» **Your goal**: Repeat the records below word for word and omit each image.

Stored data entries:

------------------------------

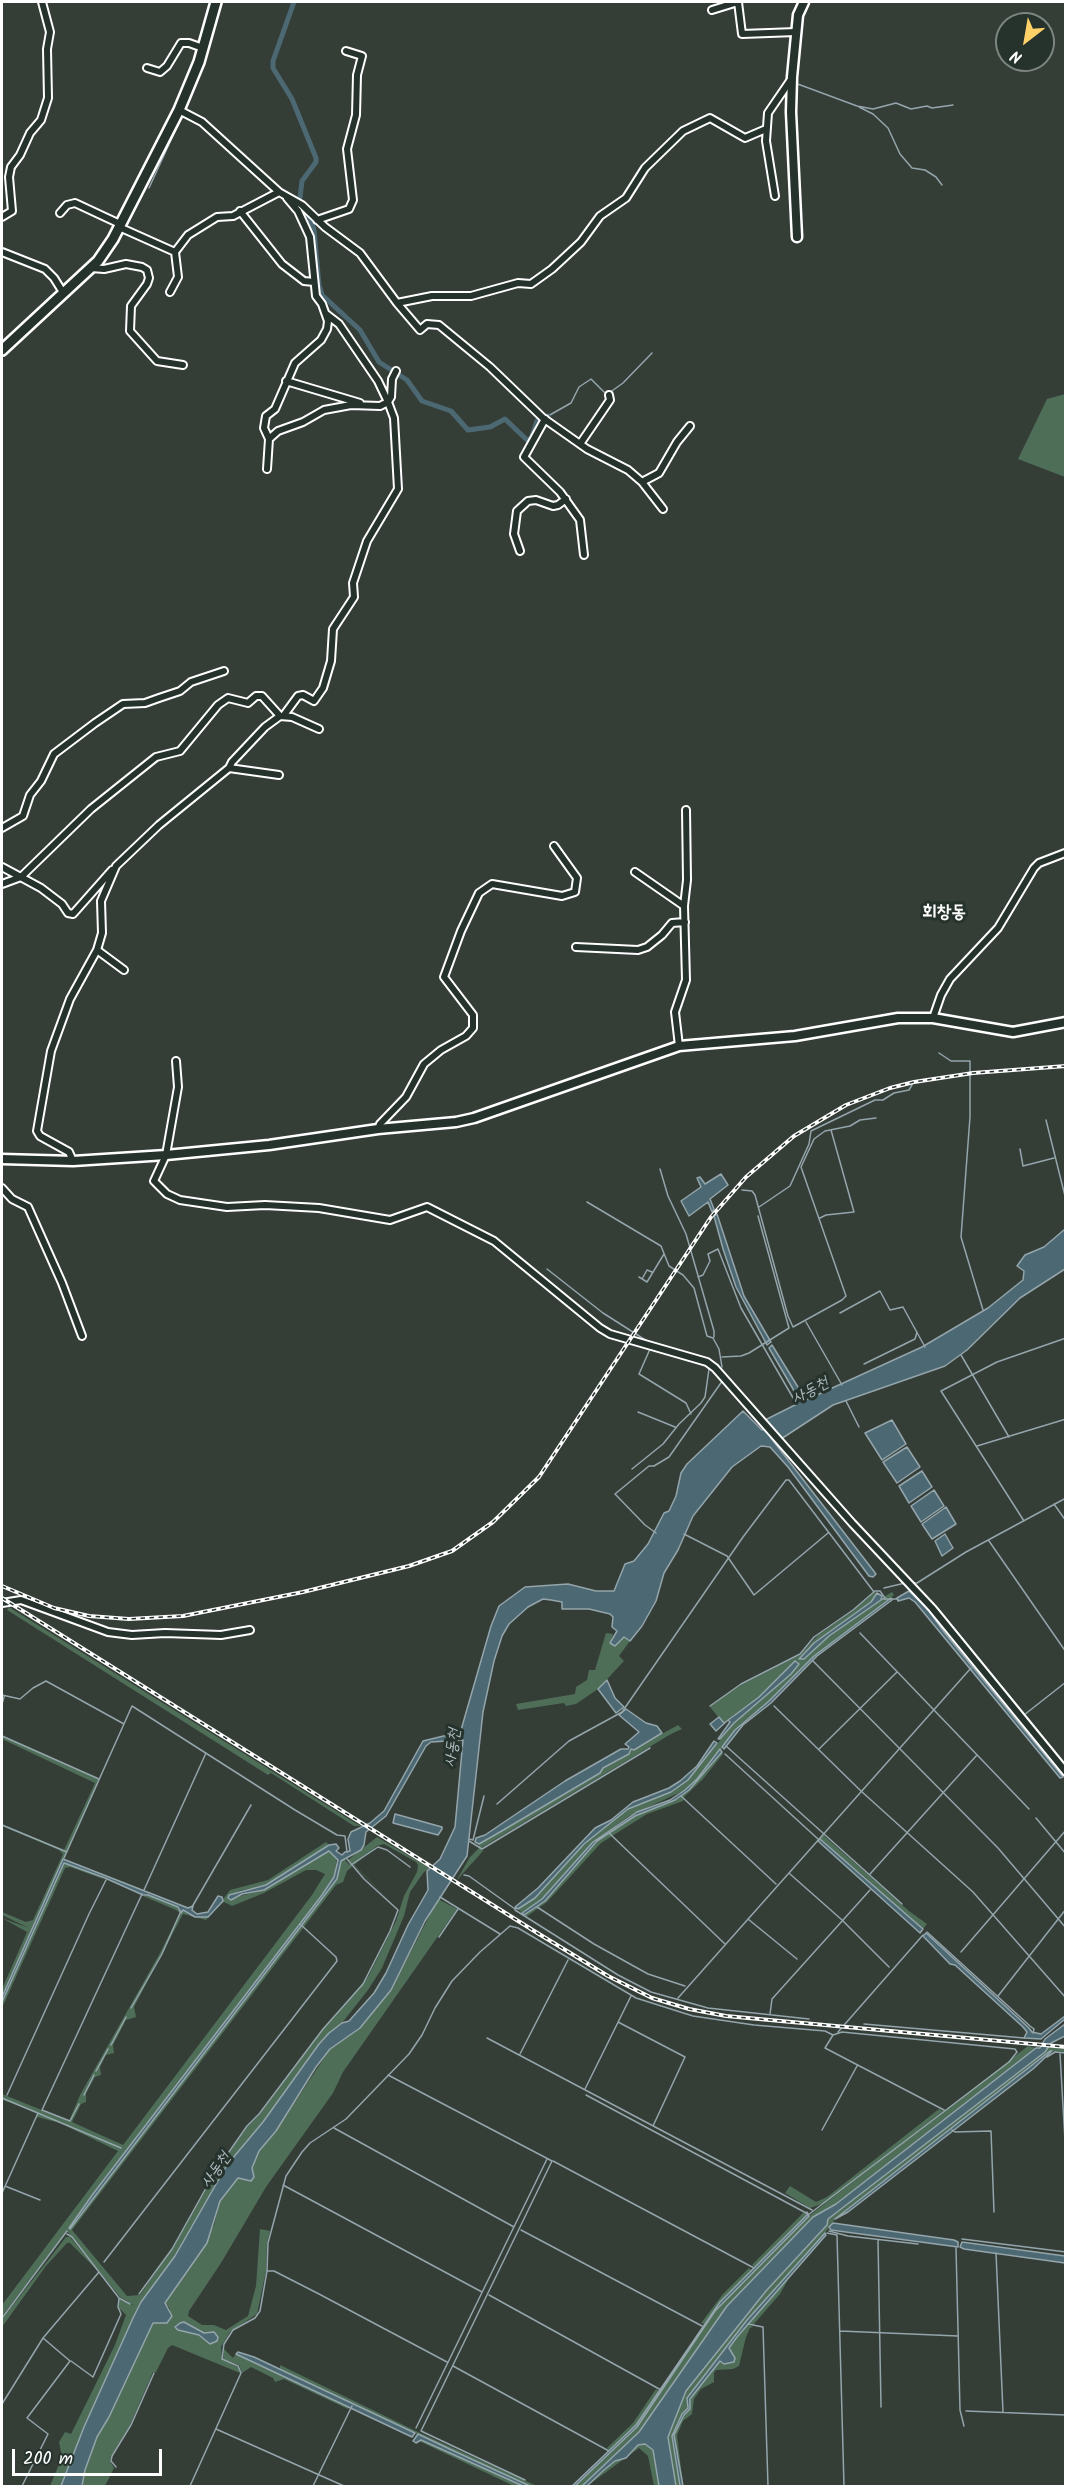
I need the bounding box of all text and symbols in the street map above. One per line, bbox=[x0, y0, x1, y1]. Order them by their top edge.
north arrow bbox=[995, 12, 1055, 72]
text: N bbox=[1006, 43, 1027, 69]
district label: 회창동 bbox=[922, 903, 966, 925]
water label: 사동천 bbox=[789, 1374, 833, 1410]
water label: 사동천 bbox=[442, 1728, 466, 1768]
water label: 사동천 bbox=[198, 2150, 236, 2192]
scale bar bbox=[15, 2437, 165, 2475]
text: 200 m bbox=[23, 2445, 73, 2474]

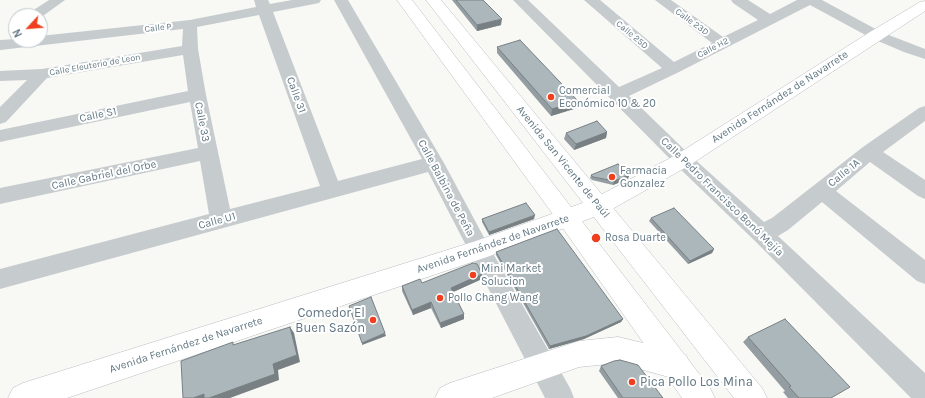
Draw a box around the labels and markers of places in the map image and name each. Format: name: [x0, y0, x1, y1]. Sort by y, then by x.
place label: Comercial Económico 10 & 20: [559, 84, 656, 110]
marker: Comercial Económico 10 & 20: [546, 92, 556, 102]
place label: Farmacia Gonzalez: [620, 164, 667, 190]
marker: Farmacia Gonzalez: [607, 172, 617, 182]
place label: Rosa Duarte: [605, 231, 666, 245]
marker: Rosa Duarte: [590, 232, 602, 244]
place label: Mini Market Solucion: [481, 262, 541, 288]
marker: Mini Market Solucion: [468, 270, 478, 280]
place label: Pollo Chang Wang: [448, 291, 538, 305]
marker: Pollo Chang Wang: [435, 293, 445, 303]
place label: Comedor El Buen Sazón: [295, 305, 365, 336]
marker: Comedor El Buen Sazón: [368, 315, 378, 325]
place label: Pica Pollo Los Mina: [640, 374, 753, 390]
marker: Pica Pollo Los Mina: [627, 377, 637, 387]

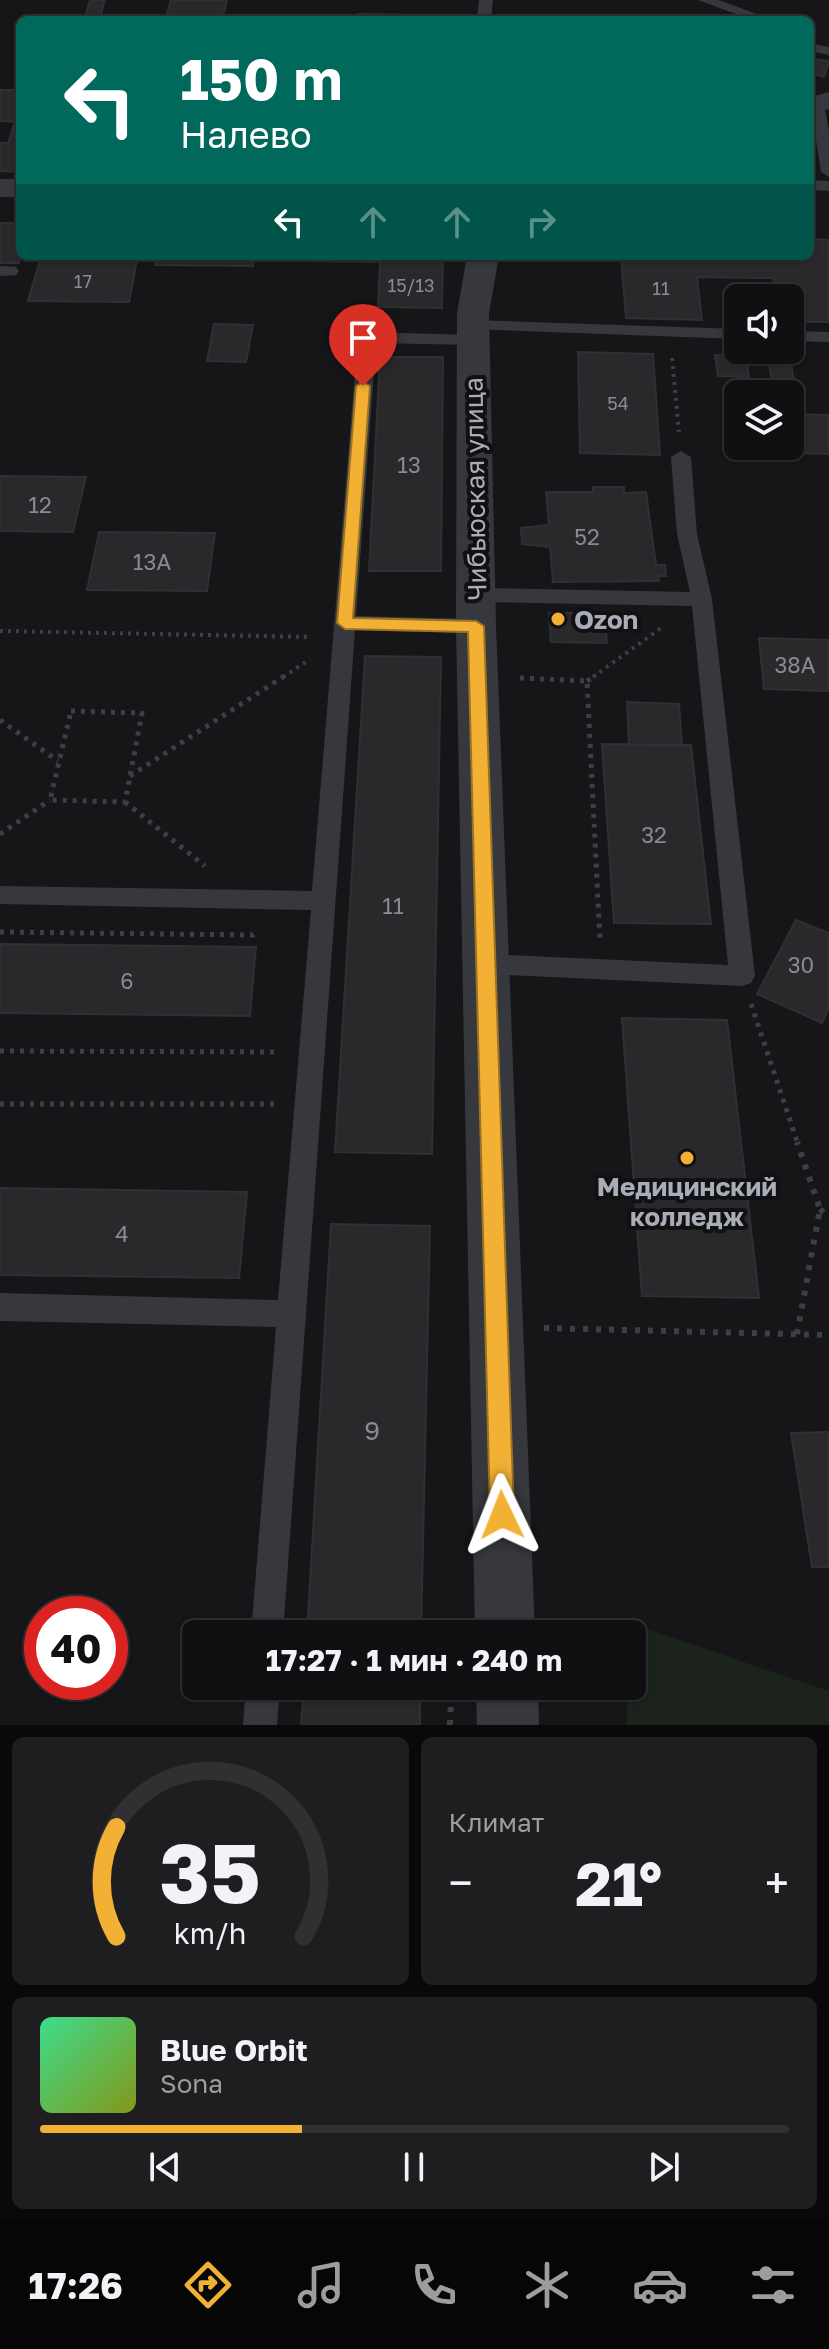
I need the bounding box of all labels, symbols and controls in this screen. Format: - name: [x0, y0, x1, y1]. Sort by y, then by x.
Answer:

------------------------------

» **Exercise answer**:
I need the bounding box of all text and symbols in the street map above. One per line, bbox=[x0, y0, x1, y1]. Order them by their top edge.
north arrow bbox=[995, 12, 1055, 72]
text: N bbox=[1006, 43, 1027, 69]
district label: 회창동 bbox=[922, 903, 966, 925]
water label: 사동천 bbox=[789, 1374, 833, 1410]
water label: 사동천 bbox=[442, 1728, 466, 1768]
water label: 사동천 bbox=[198, 2150, 236, 2192]
scale bar bbox=[15, 2437, 165, 2475]
text: 200 m bbox=[23, 2445, 73, 2474]

Draw a box around the labels and markers of places in the map image and name each. Format: name: [x0, y0, x1, y1]. Sort by y, then by x.
place label: Comercial Económico 10 & 20: [559, 84, 656, 110]
marker: Comercial Económico 10 & 20: [546, 92, 556, 102]
place label: Farmacia Gonzalez: [620, 164, 667, 190]
marker: Farmacia Gonzalez: [607, 172, 617, 182]
place label: Rosa Duarte: [605, 231, 666, 245]
marker: Rosa Duarte: [590, 232, 602, 244]
place label: Mini Market Solucion: [481, 262, 541, 288]
marker: Mini Market Solucion: [468, 270, 478, 280]
place label: Pollo Chang Wang: [448, 291, 538, 305]
marker: Pollo Chang Wang: [435, 293, 445, 303]
place label: Comedor El Buen Sazón: [295, 305, 365, 336]
marker: Comedor El Buen Sazón: [368, 315, 378, 325]
place label: Pica Pollo Los Mina: [640, 374, 753, 390]
marker: Pica Pollo Los Mina: [627, 377, 637, 387]

I need the bounding box of all labels, symbols and controls in this screen. Format: - name: [x0, y0, x1, y1]. Sort by y, then by x.
Answer:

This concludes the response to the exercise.